Став иссушенной почвой – до того он был изнурен своими дрессировщиками, – он использовал каждый нюанс личности Лизы, чьи неожиданные проявления изливались на него с горячей силой тропического дождя. Его борозды, углубления, засушливые периоды заполнялись жизненной силой Лизы. Зачарованный, он следил за ней. Порой он не мог отрицать, что их разница в возрасте удваивалась, когда он обнаруживал, что сам он, когда был молодым, вел себя как будущий старик. Никакая реминисценция той эпохи не могла догнать двадцать лет Лизы. Удушающая среда, состоящая из строгих профессионалов-христиан, выжгла вокруг него несравненные порывы отрочества и индивидуального бунта. В его собственном очаге никогда не допускался праздник, он жил в «благоразумном мире», превратившем его былое окружение в пустыню. Вспышки Лизы, ее негодования, громкий, искренний смех и ее неумолимая откровенность наполняли Лорана сведениями об окружающем мире. Главное – надо было схватывать, а он откладывал про запас удары и строил синтезы. Подобно старательному ученику, он резюмировал: что любили люди, которым сейчас исполняется двадцать? Прежде всего – свободу. Он с интересом открывал для себя молодежь, не останавливаясь на национальных корнях молодых, готовых поехать неважно куда и неважно когда, он обнаруживал относительность расстояний, отсутствие шовинизма, крах божества автомобиля. С удивлением он констатировал, что Австралия и ее коалы стали близкими благодаря чартерным рейсам и что Индия уже не фантастический пригород для ознакомления.

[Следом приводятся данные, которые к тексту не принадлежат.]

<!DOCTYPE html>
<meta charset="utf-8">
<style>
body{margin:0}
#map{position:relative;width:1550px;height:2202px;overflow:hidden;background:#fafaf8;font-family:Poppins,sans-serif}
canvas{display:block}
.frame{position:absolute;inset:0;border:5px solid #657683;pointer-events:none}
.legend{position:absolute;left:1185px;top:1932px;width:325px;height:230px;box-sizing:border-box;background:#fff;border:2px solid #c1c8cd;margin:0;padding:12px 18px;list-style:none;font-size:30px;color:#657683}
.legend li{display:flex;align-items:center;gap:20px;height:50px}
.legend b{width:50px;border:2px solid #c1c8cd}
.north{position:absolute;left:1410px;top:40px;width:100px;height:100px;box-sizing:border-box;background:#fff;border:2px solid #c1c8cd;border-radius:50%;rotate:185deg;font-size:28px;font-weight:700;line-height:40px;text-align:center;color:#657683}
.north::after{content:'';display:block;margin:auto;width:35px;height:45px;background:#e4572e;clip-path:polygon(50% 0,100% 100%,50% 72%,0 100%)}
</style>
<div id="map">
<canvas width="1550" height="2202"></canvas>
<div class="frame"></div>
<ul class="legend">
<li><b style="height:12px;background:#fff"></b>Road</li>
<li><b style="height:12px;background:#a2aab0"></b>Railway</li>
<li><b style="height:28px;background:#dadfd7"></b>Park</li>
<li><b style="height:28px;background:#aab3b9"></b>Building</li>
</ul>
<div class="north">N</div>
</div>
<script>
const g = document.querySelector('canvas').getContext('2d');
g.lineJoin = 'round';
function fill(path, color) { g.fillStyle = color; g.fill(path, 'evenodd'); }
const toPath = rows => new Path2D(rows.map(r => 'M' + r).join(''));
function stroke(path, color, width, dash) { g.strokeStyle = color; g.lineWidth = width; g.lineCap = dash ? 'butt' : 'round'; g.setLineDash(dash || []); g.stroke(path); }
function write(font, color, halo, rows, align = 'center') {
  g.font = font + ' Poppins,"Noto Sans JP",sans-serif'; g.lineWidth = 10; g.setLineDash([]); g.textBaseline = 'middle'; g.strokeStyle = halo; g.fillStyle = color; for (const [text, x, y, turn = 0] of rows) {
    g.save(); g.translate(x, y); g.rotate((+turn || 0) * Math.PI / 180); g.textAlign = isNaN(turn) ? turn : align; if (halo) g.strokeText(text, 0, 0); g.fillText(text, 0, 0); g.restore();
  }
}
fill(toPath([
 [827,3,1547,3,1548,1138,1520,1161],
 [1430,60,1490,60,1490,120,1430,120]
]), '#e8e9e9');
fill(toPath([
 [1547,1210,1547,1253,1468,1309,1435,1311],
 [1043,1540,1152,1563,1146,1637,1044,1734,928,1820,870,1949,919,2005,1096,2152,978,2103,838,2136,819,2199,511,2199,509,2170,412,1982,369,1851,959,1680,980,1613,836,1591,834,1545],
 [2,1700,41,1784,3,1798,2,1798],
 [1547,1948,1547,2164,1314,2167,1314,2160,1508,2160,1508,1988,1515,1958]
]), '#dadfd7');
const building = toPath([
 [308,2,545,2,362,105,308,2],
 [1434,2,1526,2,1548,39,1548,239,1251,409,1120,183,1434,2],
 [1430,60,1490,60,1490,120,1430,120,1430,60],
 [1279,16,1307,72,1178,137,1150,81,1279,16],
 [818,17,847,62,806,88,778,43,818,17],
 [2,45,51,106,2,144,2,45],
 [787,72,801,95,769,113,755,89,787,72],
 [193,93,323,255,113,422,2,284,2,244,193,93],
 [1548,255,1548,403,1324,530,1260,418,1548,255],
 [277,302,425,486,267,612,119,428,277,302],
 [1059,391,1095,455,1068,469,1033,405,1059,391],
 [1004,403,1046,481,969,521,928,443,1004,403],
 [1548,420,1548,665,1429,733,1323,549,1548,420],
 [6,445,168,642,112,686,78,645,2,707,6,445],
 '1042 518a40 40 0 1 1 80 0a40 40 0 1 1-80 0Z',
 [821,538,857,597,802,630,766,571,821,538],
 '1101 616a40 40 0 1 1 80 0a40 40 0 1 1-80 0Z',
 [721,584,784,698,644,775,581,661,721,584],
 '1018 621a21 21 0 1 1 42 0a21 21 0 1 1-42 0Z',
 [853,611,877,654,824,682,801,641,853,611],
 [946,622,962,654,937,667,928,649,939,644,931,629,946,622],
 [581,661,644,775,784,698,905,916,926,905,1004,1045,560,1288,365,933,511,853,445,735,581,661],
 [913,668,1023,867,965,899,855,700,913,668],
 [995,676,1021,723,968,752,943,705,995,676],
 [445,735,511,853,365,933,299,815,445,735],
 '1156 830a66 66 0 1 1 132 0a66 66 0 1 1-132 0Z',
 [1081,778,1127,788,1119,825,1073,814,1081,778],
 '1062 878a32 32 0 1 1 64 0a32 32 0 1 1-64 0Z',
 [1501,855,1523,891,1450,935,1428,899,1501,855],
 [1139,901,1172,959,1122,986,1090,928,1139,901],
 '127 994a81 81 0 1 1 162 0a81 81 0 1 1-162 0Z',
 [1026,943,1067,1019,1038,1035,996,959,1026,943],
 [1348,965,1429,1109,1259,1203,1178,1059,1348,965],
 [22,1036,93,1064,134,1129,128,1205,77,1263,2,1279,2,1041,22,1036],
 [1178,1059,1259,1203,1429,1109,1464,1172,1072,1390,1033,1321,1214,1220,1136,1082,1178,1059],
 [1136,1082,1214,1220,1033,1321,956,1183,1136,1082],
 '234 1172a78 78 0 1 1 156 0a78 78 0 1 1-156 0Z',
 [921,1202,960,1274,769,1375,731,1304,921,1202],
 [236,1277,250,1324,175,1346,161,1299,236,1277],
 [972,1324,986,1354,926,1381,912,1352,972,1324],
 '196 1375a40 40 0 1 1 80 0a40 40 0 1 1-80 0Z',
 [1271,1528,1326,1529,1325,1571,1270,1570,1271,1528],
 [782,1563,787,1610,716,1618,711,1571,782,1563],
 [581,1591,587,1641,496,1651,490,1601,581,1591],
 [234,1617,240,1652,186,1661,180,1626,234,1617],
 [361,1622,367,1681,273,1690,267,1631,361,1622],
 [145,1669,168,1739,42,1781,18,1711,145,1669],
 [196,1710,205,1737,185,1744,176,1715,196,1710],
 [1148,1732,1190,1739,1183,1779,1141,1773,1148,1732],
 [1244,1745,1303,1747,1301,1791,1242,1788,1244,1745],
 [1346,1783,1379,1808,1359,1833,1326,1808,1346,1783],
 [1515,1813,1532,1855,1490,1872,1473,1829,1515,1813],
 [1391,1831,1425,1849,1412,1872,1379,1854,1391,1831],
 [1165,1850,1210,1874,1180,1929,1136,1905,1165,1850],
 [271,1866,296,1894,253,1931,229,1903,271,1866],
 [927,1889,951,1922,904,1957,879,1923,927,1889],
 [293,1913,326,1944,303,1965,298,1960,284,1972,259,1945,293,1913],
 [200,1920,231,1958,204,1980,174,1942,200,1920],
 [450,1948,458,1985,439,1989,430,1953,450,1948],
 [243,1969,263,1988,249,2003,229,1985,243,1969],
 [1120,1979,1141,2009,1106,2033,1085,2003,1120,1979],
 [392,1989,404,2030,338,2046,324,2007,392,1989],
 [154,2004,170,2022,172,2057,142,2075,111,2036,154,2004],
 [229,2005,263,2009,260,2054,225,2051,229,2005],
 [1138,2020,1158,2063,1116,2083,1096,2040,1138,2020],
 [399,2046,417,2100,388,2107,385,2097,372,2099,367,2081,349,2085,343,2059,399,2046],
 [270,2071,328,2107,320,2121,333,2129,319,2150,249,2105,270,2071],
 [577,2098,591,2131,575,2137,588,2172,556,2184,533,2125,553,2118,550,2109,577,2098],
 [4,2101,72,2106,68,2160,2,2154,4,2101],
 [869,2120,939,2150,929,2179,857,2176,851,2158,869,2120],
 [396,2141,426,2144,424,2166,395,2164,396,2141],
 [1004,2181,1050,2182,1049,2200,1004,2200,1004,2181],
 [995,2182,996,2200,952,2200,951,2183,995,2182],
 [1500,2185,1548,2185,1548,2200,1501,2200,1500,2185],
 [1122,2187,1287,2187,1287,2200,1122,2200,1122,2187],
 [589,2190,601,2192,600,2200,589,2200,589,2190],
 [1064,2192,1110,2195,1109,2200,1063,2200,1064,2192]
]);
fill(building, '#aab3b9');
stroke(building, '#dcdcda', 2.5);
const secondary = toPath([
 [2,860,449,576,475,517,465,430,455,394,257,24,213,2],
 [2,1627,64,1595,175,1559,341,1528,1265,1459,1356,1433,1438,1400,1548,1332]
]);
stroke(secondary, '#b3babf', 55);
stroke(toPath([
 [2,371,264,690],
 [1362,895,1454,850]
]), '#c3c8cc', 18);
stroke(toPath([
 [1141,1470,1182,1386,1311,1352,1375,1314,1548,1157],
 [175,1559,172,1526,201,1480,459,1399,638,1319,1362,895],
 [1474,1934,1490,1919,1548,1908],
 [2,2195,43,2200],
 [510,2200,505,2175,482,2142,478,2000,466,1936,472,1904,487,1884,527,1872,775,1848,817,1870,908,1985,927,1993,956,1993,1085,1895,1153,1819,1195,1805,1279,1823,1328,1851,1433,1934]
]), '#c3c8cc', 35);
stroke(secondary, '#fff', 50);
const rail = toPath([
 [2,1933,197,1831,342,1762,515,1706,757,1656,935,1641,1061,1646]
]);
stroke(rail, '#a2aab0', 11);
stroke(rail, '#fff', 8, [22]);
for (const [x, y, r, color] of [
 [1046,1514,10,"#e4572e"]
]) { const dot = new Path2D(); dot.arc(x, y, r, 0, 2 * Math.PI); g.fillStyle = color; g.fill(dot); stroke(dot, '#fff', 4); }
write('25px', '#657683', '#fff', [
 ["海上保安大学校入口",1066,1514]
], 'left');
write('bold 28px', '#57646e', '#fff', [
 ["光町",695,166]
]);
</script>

Чего стоят речи перед молодыми людьми, которые их даже не слушают? Как только он открывал рот, чтобы попытаться сказать о здоровой индустриализации, столь возможной для скорейшего продвижения вперед, как Лиза начинала откровенно скучать.
– Тебя должно интересовать будущее, – говорил он.
– Если его подготавливаешь ты, лучше куда-нибудь эмигрировать.
– Почему?
– Из-за термоядерной войны, – говорила она.
Надо сказать, что термоядерная война приводила его во второе состояние гнева. У него было впечатление, что он бьется головой об стену нелогичности.
– Но как такая умная, как ты, девушка, можешь быть против электростанций? Чтобы ты стала делать с безработицей, с внезапным исчезновением промышленной продукции? Кстати, если только запретить поездки в автомобилях два дня в неделю, даже самые упрямые проголосуют «за». Ты не следишь за рассуждением, но мода, даже мода на то, чтобы быть против…
Она ответила с такой мягкостью, что ему понадобилось некоторое время, чтобы понять смысл ее слов. Никакой Моцарт не смог бы быть более мелодичным, чем она, произнося пианиссимо свои ругательства.
– Ты не только старый хрен, ты еще и грязный хрен.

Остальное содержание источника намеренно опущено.